= Directions for this task =
In the records below, which lines include "above"? Copy them.

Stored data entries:
* * * * * * * * *
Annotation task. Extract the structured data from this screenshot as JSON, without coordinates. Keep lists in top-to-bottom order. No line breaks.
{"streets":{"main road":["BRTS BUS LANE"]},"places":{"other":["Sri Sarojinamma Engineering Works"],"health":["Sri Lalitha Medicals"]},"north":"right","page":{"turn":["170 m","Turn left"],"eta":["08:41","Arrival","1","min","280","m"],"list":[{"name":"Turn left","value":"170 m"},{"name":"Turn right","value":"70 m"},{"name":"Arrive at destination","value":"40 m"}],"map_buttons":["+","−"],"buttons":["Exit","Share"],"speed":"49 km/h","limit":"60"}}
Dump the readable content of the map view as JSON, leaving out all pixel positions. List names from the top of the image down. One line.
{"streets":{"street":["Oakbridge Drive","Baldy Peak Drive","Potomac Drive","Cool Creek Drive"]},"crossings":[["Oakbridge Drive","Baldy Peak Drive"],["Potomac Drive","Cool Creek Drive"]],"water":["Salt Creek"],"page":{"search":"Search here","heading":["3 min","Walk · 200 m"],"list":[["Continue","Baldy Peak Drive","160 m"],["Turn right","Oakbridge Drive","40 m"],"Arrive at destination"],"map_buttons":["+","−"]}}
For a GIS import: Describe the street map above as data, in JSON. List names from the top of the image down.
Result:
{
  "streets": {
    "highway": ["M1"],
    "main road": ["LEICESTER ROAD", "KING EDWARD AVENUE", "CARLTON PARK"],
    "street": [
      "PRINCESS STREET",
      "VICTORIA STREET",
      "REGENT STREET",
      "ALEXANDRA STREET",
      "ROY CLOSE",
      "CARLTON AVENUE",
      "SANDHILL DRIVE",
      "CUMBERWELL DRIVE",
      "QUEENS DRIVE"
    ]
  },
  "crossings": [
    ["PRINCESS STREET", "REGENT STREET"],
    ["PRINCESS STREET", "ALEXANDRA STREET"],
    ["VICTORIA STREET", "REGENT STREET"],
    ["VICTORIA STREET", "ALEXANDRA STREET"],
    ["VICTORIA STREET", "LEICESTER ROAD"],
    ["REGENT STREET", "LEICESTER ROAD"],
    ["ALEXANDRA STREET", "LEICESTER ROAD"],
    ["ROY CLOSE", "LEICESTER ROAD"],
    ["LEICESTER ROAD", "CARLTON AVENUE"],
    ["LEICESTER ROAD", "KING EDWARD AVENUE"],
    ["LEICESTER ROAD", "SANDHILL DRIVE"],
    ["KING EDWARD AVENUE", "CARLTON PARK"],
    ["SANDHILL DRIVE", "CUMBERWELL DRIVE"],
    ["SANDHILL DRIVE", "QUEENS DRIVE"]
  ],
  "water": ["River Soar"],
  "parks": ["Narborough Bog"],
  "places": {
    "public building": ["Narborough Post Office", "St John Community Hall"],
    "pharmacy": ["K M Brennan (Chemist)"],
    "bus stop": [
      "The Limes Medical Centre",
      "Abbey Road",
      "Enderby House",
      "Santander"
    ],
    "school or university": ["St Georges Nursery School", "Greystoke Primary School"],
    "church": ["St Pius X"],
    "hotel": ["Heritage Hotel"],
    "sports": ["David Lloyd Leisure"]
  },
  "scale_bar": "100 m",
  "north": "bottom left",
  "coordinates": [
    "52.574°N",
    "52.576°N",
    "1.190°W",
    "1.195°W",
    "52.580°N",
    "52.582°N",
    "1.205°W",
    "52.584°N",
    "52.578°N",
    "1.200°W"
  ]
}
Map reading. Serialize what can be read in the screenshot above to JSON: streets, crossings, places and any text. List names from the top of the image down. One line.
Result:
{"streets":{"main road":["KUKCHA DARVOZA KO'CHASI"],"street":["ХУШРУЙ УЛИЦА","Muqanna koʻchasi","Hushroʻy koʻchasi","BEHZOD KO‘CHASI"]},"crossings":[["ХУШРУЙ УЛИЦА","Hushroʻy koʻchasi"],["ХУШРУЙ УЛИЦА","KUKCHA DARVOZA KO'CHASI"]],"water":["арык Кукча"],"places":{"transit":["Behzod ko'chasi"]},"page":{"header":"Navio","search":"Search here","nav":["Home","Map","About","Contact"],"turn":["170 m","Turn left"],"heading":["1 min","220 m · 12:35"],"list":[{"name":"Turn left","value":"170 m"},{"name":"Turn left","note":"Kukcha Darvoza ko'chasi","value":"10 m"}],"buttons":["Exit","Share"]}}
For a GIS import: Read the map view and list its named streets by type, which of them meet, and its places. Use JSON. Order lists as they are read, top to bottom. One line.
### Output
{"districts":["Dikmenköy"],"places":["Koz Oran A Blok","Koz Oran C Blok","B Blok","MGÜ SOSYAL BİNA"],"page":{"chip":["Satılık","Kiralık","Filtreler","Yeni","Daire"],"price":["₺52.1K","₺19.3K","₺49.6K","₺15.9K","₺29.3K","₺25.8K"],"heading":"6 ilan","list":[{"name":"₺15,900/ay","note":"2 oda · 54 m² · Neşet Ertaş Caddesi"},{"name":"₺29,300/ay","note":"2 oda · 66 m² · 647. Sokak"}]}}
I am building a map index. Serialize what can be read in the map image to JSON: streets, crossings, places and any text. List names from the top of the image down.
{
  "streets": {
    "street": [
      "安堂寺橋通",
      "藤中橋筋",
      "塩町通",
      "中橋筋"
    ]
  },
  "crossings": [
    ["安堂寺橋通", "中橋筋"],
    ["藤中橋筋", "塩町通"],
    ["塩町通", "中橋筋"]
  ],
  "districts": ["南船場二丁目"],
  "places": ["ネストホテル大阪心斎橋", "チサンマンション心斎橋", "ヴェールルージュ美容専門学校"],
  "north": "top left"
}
* * * * * * * * *
= Result =
For a GIS import: Describe the street map above as data, in JSON. List names from the top of the image down.
Map reading. Serialize what can be read in the screenshot above to JSON: streets, crossings, places and any text. List names from the top of the image down. One line.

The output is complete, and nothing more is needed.